(EXERCISE AIM): Only these lines are needed: the first line of the entries below through the line with "For a GIS import: Summarize", each returned exactly.

(EXTRACTED RECORDS):
##############################

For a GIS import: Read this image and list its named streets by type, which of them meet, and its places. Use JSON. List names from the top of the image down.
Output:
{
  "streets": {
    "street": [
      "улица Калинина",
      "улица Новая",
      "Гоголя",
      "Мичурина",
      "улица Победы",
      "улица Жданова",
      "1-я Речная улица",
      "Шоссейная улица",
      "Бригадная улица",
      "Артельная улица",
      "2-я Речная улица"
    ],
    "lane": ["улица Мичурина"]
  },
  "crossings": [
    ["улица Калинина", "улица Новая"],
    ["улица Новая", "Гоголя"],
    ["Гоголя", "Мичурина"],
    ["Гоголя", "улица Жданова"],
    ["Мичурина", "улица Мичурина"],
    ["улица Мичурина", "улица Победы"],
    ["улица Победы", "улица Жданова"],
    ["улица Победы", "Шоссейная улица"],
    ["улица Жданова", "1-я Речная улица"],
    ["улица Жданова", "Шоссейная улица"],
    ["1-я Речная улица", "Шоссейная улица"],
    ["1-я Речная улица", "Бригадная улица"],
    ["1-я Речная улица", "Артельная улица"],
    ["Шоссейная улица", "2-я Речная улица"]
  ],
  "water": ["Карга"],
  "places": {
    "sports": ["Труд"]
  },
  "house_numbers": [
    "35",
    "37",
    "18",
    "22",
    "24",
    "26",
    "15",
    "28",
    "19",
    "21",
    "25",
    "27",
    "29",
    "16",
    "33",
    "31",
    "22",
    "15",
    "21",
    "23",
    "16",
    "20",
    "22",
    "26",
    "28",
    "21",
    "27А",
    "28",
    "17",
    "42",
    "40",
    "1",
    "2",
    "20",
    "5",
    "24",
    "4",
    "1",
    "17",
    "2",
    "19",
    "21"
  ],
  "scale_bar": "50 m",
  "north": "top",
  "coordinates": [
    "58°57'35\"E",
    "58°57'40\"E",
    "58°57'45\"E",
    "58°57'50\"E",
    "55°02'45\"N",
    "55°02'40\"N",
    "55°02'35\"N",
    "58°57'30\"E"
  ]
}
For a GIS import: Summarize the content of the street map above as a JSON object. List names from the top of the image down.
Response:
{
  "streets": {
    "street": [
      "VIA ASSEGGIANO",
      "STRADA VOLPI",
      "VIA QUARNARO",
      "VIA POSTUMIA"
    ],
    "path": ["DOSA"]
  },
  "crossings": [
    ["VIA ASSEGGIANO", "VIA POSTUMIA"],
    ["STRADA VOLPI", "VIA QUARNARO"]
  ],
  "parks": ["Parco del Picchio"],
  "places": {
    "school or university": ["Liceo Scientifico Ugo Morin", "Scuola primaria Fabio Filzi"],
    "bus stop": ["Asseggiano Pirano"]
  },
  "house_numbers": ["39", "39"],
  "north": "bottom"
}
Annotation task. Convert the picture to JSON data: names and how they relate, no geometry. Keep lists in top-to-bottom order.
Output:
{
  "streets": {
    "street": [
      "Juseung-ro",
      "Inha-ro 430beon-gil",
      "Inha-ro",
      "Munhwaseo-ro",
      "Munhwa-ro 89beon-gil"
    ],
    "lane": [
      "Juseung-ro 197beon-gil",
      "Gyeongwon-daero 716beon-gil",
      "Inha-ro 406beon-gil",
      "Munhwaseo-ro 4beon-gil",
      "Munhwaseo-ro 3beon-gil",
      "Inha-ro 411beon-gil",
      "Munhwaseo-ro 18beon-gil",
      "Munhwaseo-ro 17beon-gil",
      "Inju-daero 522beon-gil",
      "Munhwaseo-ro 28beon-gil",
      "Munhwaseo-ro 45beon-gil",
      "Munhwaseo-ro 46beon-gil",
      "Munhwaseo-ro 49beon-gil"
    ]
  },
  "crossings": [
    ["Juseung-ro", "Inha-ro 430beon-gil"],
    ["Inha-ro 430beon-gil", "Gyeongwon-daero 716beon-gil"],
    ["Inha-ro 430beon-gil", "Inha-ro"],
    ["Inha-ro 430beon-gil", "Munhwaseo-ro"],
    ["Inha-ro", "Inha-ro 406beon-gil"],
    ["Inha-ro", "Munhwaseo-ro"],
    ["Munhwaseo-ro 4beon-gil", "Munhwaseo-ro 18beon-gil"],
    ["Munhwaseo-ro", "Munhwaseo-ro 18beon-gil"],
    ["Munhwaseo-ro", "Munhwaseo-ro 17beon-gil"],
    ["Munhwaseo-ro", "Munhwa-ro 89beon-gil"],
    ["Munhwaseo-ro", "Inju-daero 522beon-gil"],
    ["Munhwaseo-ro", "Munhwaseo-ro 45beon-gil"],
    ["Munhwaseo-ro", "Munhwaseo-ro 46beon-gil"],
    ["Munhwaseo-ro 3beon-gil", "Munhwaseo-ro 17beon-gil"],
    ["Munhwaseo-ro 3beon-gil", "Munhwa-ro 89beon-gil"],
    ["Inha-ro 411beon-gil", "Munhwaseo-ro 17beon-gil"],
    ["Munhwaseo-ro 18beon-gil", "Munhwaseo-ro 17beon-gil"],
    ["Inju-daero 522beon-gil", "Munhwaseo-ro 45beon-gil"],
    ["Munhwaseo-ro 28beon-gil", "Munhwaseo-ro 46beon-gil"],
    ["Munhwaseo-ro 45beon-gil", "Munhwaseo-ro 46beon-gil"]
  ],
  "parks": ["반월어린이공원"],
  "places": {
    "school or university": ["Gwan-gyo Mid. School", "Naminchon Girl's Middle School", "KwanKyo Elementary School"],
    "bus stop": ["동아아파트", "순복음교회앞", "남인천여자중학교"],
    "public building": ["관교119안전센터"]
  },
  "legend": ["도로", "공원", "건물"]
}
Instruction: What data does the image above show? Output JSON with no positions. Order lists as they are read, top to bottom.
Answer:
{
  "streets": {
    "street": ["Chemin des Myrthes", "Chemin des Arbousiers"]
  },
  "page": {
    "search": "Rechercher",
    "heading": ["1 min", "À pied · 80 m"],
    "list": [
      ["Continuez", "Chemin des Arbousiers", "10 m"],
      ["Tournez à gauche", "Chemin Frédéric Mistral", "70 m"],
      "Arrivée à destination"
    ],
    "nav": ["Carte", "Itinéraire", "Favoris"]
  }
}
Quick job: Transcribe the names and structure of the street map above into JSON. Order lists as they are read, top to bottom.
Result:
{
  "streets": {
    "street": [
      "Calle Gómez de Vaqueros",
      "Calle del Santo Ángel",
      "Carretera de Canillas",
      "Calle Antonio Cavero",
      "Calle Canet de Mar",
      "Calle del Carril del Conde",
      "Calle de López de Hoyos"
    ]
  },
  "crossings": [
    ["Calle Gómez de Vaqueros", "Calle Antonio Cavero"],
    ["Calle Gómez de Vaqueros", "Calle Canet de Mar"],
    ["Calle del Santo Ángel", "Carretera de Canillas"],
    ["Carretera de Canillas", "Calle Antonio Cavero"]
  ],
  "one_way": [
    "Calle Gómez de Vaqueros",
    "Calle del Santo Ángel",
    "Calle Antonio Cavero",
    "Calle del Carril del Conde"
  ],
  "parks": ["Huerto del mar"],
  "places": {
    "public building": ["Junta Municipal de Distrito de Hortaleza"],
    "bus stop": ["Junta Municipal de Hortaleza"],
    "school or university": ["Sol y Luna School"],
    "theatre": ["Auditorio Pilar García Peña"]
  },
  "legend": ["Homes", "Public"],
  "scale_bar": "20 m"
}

##############################

(OUTPUT OF THE EXERCISE):
For a GIS import: Read this image and list its named streets by type, which of them meet, and its places. Use JSON. List names from the top of the image down.
Output:
{
  "streets": {
    "street": [
      "улица Калинина",
      "улица Новая",
      "Гоголя",
      "Мичурина",
      "улица Победы",
      "улица Жданова",
      "1-я Речная улица",
      "Шоссейная улица",
      "Бригадная улица",
      "Артельная улица",
      "2-я Речная улица"
    ],
    "lane": ["улица Мичурина"]
  },
  "crossings": [
    ["улица Калинина", "улица Новая"],
    ["улица Новая", "Гоголя"],
    ["Гоголя", "Мичурина"],
    ["Гоголя", "улица Жданова"],
    ["Мичурина", "улица Мичурина"],
    ["улица Мичурина", "улица Победы"],
    ["улица Победы", "улица Жданова"],
    ["улица Победы", "Шоссейная улица"],
    ["улица Жданова", "1-я Речная улица"],
    ["улица Жданова", "Шоссейная улица"],
    ["1-я Речная улица", "Шоссейная улица"],
    ["1-я Речная улица", "Бригадная улица"],
    ["1-я Речная улица", "Артельная улица"],
    ["Шоссейная улица", "2-я Речная улица"]
  ],
  "water": ["Карга"],
  "places": {
    "sports": ["Труд"]
  },
  "house_numbers": [
    "35",
    "37",
    "18",
    "22",
    "24",
    "26",
    "15",
    "28",
    "19",
    "21",
    "25",
    "27",
    "29",
    "16",
    "33",
    "31",
    "22",
    "15",
    "21",
    "23",
    "16",
    "20",
    "22",
    "26",
    "28",
    "21",
    "27А",
    "28",
    "17",
    "42",
    "40",
    "1",
    "2",
    "20",
    "5",
    "24",
    "4",
    "1",
    "17",
    "2",
    "19",
    "21"
  ],
  "scale_bar": "50 m",
  "north": "top",
  "coordinates": [
    "58°57'35\"E",
    "58°57'40\"E",
    "58°57'45\"E",
    "58°57'50\"E",
    "55°02'45\"N",
    "55°02'40\"N",
    "55°02'35\"N",
    "58°57'30\"E"
  ]
}
For a GIS import: Summarize the content of the street map above as a JSON object. List names from the top of the image down.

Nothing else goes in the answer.